The Art of Warfare (TAW) is made up of two main branches: Army and Operations Support. The leaders of both branches report to the Commander in Chief of TAW. With the exception of the Commander in Chief position, every level of TAW has two leaders that work together as a team to ensure good communication and support. The Army branch is the main branch of TAW and contains most of the membership. This branch focuses on all gaming for TAW. The Army branch has two senior leaders responsible for the entirety of Army, the Army Commander and Army Lieutenant Commander. Reporting to these leaders are a number of Corps Commanders and Lieutenant Corps Commanders. These leaders supervise the TAW Corps. Each Corps contains a number of divisions, which are the individual gaming units of TAW. If you join TAW, you will become a member of an Army division.The Operations Support branch is the smaller of the two TAW branches. This branch focuses on all of the support activities for TAW. Operations Support manages the TAW.net website, Teamspeak, Treasury and coordinates all other activities that help the day-to-day running of TAW. The Operations Support branch has two senior leaders responsible for the entirety of Operations Support called the Support Commander and Support Lieutenant Commander.
A common misunderstanding within TAW is what exactly the chain of command is and how it works. So, what is it? A chain of command is just that, a chain of commanders who oversee everyone under them in the chain. Not every leadership position is directly part of the chain of command, however, which is a common misconception.
For example, a Staff Officer oversees the drill instructor office, but they only have temporary command over them given by the chain of command and TAW policy so they can make sure a drill instructor is doing their job correctly and that onboarding is taken care of. If a drill instructor or even a Staff Officer were to have an issue with someone in their battalion (not related to their job) they would need to report it to their chain of command, which starts with their Squad Leader (when applicable).
Note: Sometimes the very first chain in the chain of command can be different depending on the division you're in. Some divisions do not use squads or Squad Leaders and many do not use Platoon Leaders despite platoons being guaranteed in any division.
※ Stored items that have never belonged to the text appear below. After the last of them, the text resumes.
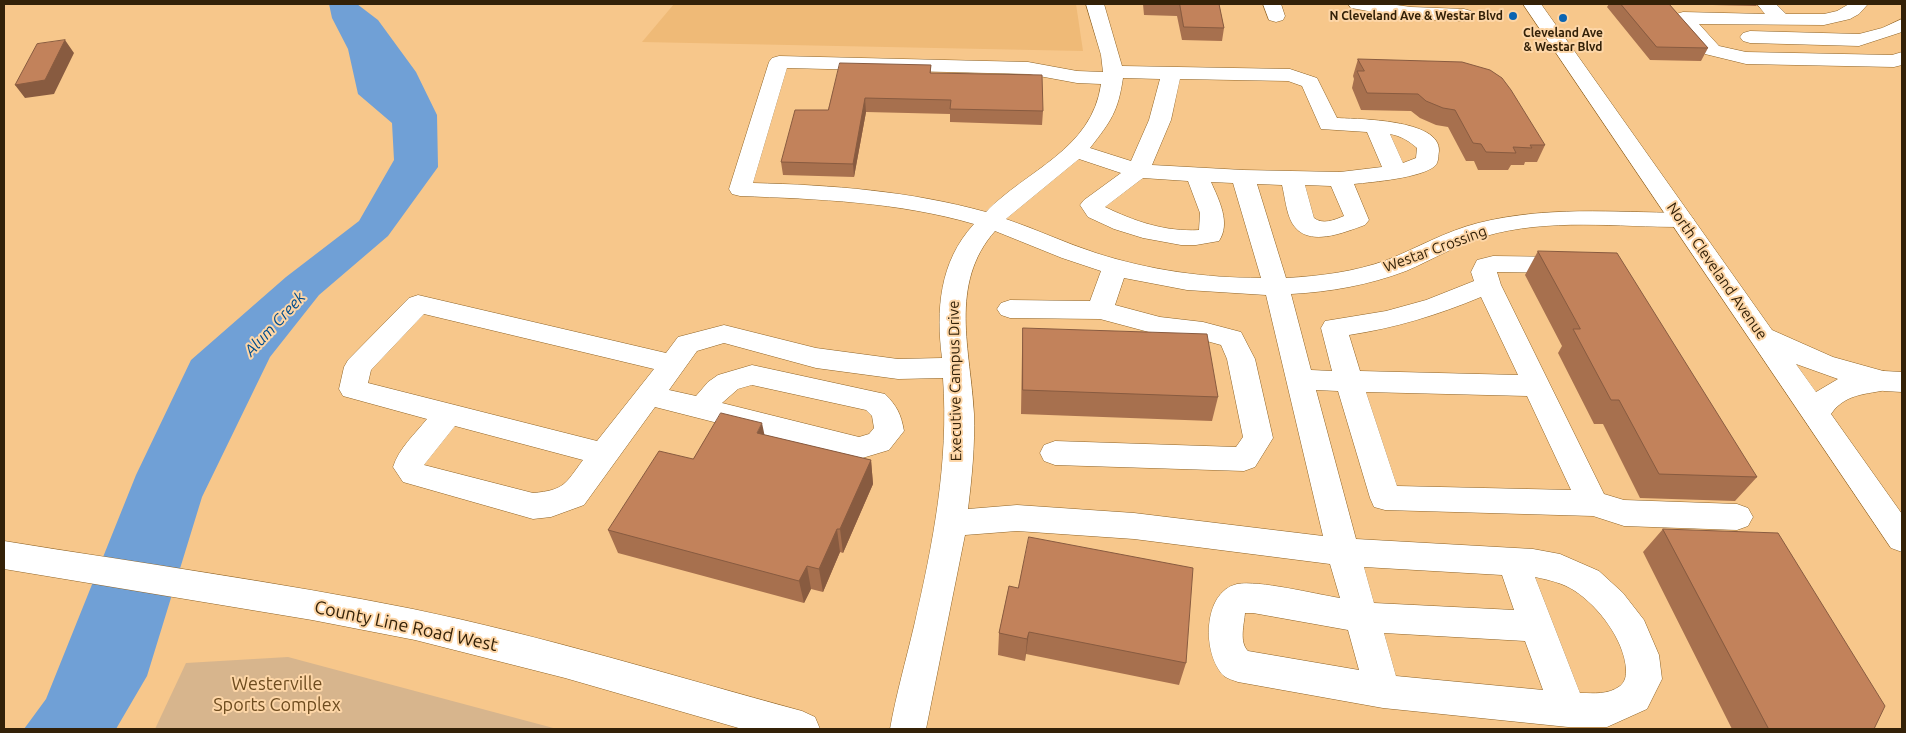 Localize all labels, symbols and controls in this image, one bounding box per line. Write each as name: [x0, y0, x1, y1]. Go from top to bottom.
place label: N Cleveland Ave & Westar Blvd: [1329, 9, 1503, 23]
marker: N Cleveland Ave & Westar Blvd: [1507, 10, 1519, 22]
marker: Cleveland Ave & Westar Blvd: [1557, 12, 1569, 24]
place label: Cleveland Ave & Westar Blvd: [1523, 26, 1603, 54]
street label: North Cleveland Avenue: [1663, 199, 1771, 343]
street label: Westar Crossing: [1381, 222, 1489, 276]
water label: Alum Creek: [240, 288, 310, 360]
street label: Executive Campus Drive: [945, 300, 965, 462]
street label: County Line Road West: [312, 596, 500, 656]
park label: Westerville Sports Complex: [213, 673, 341, 716]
In the event that might be true for your current division, you should still approach the first chain that is applicable to you. If there is no Squad Leader, you approach your Platoon Leader. If you're missing both, you then have to jump to your Commanding Officer.
When trying to get a issue taken care of by someone in your chain of command, you should always include whoever is part of that commander's office. For example, should you need to talk to your Division Commander about an issue, you should also include the Division Officer because they support each other and often discuss a situation together. While the DC has the final say in ever circumstance, often the DO will be given the power by the DC to handle certain issues themselves.
If for some reason there is an issue with someone in your chain of command you can jump to the next person in line. For example, if your Platoon Leader is acting up and you have no Squad Leader to handle the situation for you or they refuse/don't handle it properly, you need to approach your Commanding Officer with the problem instead.